## ACTIVITY
Which lines of the records contain "querySelector"? Collect every one of them.

↓↓↓

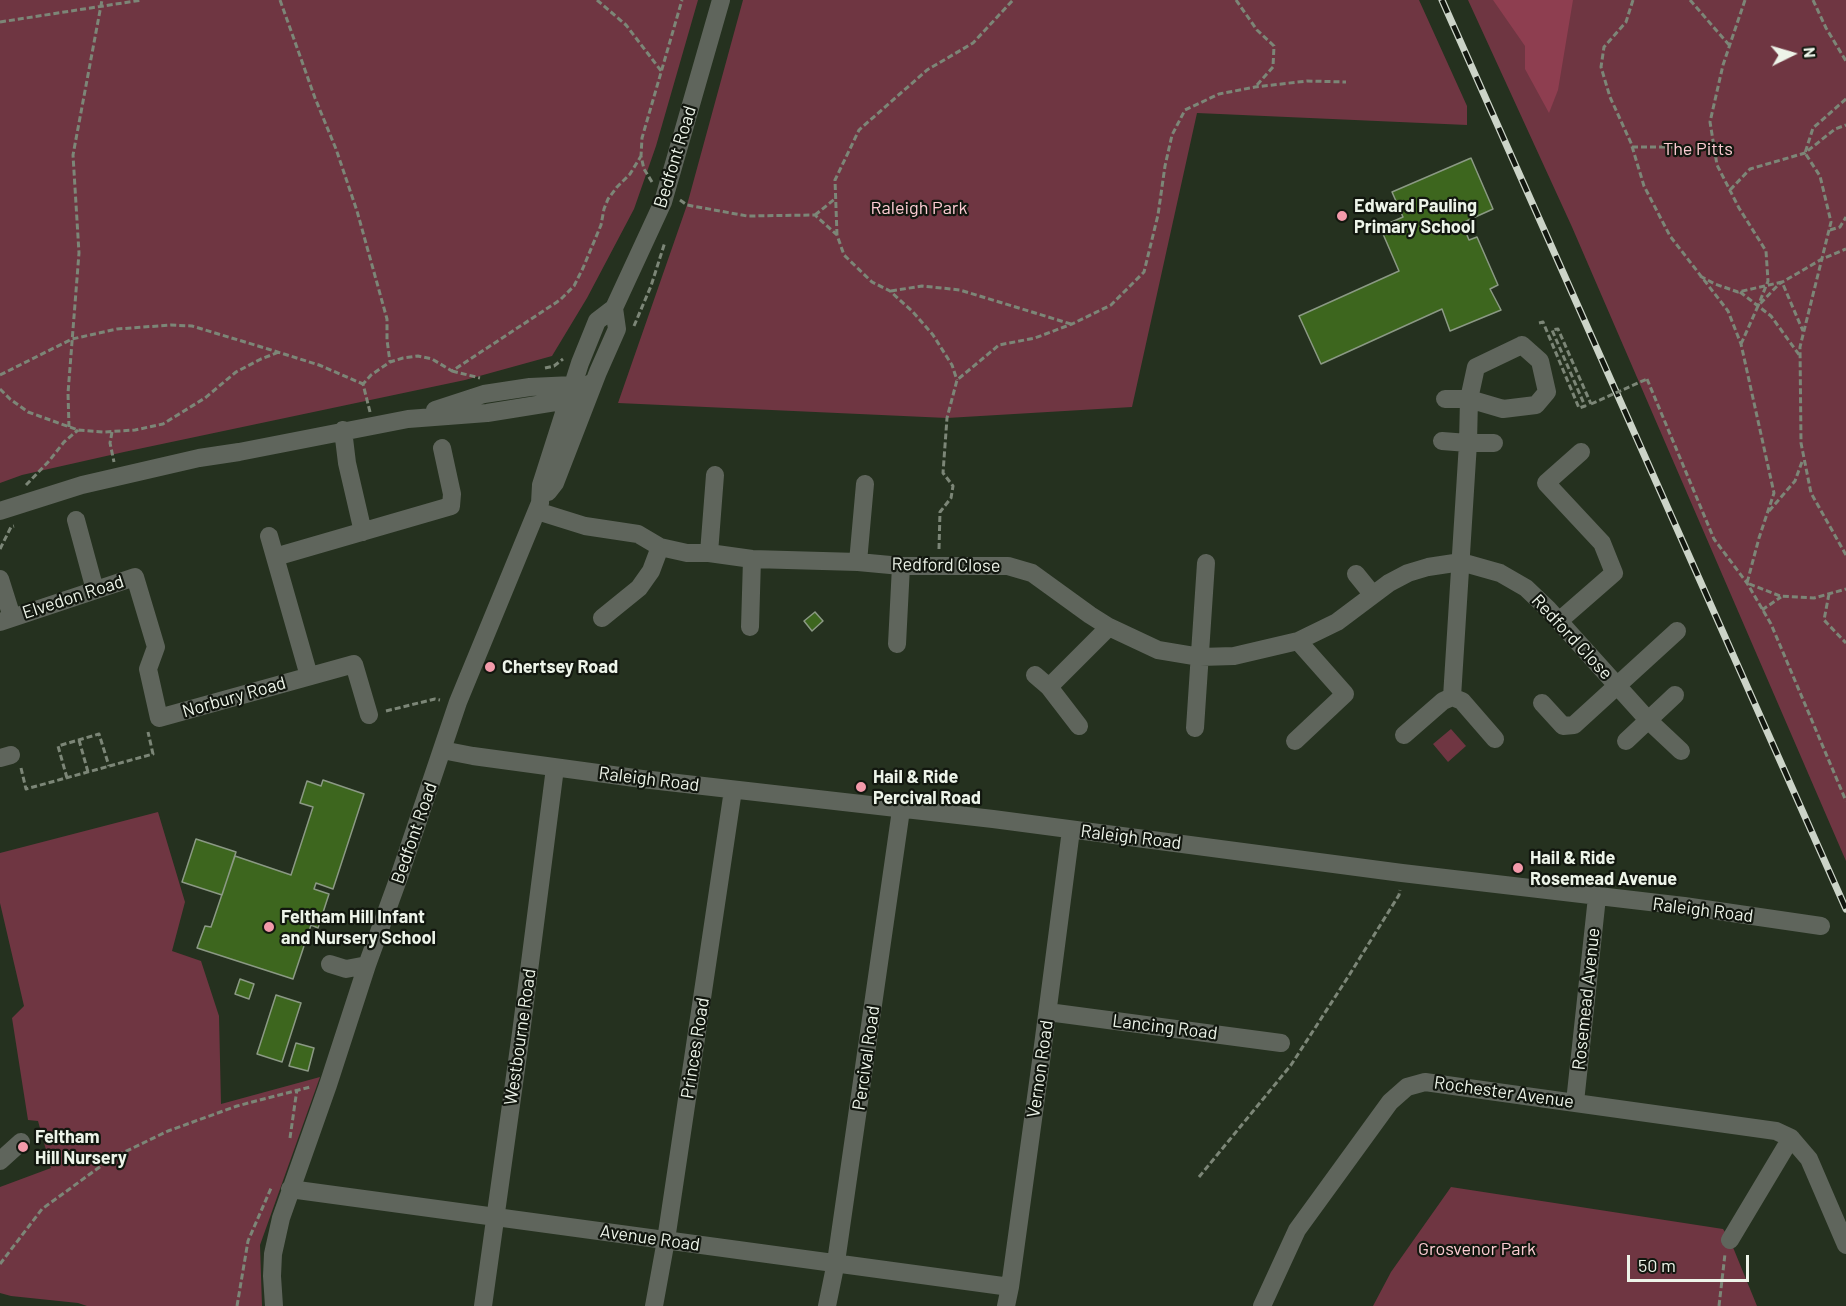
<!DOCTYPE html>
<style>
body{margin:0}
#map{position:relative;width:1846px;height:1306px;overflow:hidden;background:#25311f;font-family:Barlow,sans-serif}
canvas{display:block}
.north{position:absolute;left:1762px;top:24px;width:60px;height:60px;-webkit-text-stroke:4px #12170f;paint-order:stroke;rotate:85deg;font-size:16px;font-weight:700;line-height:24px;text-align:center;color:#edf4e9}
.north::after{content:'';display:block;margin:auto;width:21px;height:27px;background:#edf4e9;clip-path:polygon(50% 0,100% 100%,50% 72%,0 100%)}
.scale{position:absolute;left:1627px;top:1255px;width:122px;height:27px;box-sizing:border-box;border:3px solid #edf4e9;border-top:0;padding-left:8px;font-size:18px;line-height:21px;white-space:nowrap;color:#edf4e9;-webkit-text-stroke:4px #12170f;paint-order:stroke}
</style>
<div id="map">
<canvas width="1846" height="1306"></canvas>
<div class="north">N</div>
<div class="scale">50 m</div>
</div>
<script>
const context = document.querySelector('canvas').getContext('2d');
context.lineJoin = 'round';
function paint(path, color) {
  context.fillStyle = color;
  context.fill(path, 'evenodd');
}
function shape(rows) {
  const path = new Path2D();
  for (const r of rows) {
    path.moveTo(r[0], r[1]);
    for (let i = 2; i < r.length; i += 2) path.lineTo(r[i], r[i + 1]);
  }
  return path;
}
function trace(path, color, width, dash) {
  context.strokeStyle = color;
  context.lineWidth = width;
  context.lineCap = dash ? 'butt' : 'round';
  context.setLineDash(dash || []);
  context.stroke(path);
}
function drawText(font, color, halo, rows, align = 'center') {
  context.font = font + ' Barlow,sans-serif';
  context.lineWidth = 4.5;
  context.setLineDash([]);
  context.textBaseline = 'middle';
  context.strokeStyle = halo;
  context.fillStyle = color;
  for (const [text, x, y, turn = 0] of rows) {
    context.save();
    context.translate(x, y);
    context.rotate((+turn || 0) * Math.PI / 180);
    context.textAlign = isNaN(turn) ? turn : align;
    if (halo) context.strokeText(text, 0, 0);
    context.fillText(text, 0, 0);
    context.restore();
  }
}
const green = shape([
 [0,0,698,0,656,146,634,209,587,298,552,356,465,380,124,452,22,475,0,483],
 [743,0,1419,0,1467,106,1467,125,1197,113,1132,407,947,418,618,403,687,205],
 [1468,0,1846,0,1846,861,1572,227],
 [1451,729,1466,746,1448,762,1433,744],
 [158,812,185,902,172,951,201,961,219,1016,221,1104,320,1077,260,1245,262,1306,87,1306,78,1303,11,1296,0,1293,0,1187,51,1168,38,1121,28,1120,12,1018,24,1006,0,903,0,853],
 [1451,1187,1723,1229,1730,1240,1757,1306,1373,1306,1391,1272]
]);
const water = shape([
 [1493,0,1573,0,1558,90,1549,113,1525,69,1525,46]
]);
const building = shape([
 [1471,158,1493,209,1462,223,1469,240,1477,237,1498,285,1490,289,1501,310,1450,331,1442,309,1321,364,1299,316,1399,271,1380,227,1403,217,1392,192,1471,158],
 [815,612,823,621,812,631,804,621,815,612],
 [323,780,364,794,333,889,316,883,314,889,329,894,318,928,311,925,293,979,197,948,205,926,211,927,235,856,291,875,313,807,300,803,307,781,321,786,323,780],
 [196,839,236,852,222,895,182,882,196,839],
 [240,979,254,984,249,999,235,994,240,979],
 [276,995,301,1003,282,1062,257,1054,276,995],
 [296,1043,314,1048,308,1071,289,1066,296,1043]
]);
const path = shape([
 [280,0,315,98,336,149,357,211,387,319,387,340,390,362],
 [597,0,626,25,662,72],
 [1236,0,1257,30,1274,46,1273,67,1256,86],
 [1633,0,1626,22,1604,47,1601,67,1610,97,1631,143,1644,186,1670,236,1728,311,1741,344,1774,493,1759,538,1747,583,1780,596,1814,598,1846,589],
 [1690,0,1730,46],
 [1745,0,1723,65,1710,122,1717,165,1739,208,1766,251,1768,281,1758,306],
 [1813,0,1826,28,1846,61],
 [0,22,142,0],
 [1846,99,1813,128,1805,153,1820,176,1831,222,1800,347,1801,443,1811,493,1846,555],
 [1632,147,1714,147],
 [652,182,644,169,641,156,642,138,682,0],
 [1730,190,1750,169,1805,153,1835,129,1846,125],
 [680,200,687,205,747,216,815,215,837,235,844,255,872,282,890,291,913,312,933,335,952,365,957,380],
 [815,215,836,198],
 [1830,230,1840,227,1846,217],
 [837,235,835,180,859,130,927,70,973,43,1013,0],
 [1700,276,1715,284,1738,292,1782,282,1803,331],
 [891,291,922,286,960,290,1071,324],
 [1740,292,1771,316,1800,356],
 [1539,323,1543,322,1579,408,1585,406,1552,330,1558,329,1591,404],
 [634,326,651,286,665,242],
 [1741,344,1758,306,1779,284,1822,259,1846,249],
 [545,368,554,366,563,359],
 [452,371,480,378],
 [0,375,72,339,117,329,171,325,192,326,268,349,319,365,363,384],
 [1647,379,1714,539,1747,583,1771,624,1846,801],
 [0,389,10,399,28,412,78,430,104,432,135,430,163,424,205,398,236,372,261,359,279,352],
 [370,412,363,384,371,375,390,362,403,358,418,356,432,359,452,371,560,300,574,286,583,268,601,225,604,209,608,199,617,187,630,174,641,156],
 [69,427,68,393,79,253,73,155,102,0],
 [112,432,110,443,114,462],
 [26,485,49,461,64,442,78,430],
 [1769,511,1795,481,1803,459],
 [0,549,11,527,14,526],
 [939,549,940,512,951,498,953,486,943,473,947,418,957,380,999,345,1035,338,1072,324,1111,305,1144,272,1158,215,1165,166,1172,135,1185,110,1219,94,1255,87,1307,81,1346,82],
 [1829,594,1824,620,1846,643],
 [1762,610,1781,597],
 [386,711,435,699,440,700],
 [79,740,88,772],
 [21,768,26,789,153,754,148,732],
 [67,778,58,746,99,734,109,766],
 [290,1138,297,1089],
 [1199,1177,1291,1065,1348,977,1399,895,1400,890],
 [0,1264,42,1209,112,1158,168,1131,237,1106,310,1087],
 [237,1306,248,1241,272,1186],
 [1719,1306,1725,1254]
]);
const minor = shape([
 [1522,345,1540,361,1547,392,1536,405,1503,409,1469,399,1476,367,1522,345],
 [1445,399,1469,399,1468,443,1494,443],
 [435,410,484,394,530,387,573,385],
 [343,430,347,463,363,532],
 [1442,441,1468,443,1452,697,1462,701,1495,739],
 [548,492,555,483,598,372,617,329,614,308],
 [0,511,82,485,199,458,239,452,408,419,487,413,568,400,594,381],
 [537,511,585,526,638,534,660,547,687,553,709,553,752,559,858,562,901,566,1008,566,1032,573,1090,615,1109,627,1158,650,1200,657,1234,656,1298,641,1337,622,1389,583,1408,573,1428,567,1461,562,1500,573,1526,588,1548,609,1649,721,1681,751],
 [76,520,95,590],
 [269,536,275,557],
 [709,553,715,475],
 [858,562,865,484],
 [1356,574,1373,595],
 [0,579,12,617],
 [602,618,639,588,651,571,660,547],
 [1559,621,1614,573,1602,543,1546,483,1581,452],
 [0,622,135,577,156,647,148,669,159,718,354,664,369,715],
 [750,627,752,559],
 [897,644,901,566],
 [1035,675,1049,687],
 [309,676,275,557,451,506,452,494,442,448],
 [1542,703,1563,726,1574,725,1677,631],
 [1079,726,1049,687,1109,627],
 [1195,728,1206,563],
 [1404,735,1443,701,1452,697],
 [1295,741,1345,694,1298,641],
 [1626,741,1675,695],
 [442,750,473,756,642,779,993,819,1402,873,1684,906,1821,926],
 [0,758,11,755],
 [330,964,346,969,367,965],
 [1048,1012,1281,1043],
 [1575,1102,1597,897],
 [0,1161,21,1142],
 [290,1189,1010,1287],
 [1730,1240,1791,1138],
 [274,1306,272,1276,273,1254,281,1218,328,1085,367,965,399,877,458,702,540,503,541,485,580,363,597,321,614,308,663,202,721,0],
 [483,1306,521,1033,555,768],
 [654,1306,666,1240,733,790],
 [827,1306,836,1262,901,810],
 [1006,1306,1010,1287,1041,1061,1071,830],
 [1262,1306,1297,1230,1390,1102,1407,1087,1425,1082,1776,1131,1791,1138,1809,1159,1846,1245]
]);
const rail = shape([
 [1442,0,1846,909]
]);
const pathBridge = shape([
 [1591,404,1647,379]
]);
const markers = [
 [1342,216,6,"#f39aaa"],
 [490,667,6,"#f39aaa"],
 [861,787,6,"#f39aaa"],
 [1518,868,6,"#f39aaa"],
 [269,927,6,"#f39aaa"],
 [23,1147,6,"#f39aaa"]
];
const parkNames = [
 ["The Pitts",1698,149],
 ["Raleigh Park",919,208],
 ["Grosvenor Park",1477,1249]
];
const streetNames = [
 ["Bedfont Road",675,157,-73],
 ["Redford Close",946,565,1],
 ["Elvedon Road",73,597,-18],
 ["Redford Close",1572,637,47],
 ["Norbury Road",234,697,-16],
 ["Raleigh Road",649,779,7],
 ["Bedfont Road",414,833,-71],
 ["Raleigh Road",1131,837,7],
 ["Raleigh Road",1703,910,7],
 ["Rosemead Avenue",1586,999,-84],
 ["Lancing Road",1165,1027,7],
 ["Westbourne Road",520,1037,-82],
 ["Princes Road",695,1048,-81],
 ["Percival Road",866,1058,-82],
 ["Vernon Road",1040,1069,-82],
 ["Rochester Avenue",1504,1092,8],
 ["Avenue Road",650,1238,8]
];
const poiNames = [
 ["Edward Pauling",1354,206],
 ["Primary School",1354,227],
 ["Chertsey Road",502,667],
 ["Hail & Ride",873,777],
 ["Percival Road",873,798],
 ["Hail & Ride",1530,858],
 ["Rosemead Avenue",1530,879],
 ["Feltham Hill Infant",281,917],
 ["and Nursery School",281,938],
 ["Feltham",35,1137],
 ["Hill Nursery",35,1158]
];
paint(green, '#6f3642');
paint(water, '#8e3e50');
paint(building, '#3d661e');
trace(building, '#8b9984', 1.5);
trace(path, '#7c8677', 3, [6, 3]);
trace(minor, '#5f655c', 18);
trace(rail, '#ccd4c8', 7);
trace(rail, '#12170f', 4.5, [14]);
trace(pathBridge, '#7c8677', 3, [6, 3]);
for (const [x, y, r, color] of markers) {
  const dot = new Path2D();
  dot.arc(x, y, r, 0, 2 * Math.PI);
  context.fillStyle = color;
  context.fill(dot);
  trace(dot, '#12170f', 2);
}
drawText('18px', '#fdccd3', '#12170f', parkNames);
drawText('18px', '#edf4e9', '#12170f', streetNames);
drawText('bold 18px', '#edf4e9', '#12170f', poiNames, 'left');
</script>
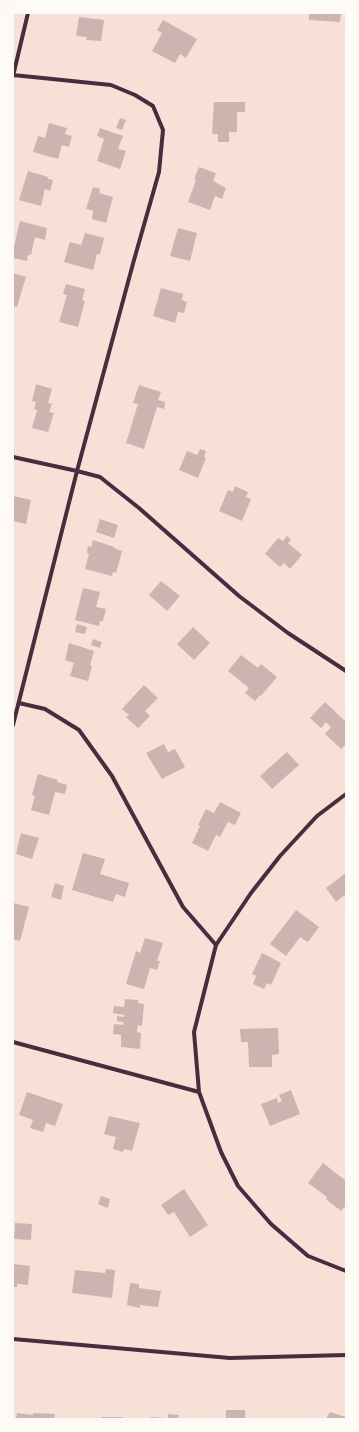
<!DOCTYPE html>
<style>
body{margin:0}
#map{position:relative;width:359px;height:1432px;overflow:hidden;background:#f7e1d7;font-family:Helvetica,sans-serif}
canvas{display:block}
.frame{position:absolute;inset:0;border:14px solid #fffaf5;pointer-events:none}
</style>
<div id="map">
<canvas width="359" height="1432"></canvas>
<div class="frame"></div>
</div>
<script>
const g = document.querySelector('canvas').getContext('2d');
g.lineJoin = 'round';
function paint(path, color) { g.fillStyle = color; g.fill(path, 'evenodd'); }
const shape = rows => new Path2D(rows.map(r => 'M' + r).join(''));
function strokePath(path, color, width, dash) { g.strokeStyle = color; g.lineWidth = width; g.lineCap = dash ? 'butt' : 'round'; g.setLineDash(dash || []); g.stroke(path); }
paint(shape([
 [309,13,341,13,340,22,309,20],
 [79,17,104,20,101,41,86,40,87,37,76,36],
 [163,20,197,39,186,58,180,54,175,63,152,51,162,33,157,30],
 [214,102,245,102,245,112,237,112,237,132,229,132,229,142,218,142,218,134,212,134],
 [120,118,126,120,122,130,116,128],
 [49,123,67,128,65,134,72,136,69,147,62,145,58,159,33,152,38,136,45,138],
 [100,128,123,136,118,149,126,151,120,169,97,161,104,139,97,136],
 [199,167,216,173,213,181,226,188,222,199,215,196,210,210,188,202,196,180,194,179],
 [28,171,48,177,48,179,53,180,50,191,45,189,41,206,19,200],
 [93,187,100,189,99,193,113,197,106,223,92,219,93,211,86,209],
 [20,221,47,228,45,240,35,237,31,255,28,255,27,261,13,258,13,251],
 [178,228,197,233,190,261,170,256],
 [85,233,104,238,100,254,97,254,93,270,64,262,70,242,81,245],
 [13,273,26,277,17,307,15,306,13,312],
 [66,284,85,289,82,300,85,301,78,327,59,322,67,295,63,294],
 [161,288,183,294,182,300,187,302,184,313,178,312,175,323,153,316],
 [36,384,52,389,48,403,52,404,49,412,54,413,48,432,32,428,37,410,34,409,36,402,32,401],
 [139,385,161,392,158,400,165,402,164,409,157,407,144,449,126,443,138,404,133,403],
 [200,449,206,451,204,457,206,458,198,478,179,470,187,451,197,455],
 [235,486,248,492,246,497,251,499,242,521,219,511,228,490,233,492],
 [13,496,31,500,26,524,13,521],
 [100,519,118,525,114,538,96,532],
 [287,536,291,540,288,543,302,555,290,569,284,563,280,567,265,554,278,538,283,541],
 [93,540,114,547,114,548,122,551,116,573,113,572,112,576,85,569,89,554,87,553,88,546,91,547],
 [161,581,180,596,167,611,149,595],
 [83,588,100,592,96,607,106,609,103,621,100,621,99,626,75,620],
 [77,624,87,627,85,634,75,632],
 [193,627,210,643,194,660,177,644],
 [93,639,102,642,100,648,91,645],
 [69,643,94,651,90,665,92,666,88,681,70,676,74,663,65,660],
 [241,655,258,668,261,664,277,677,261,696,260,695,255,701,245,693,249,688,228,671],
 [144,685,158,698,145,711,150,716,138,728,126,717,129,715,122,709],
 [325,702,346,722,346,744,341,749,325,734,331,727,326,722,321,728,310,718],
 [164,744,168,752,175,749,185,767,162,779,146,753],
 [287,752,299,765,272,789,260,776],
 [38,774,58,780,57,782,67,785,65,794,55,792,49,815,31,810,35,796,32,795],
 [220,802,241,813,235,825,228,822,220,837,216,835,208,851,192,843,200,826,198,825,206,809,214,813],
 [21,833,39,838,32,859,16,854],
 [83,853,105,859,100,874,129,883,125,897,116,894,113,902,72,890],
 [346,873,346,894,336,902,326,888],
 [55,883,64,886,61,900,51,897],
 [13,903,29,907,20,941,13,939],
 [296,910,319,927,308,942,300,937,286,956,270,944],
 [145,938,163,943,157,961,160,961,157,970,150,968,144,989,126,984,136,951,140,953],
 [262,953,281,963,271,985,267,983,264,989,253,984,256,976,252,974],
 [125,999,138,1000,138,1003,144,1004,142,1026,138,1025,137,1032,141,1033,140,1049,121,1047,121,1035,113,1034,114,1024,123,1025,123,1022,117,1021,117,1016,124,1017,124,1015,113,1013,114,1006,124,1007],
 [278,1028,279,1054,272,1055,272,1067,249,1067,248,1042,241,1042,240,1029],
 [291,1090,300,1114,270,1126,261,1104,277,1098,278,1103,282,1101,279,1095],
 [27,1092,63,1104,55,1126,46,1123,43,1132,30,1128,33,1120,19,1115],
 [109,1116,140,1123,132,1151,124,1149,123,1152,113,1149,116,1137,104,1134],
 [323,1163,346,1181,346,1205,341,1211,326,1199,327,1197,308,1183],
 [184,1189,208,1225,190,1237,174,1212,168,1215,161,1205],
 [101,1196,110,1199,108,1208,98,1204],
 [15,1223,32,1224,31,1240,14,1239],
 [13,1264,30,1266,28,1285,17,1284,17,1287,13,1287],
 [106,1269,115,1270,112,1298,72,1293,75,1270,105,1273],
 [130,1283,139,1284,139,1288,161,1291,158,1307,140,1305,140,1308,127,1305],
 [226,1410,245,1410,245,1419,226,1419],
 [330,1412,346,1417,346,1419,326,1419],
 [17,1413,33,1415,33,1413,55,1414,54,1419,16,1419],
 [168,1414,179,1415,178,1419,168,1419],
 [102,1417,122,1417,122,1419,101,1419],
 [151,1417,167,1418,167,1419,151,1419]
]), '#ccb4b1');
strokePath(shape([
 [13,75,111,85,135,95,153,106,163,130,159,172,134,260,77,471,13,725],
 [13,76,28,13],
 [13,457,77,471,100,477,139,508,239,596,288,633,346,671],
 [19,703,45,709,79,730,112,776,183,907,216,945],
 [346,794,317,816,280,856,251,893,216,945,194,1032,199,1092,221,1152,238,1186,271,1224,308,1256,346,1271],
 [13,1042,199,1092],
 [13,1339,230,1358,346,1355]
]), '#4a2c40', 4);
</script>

↑↑↑

## ANSWER FOR THE TASK
const context = document.querySelector('canvas').getContext('2d');
const g = document.querySelector('canvas').getContext('2d');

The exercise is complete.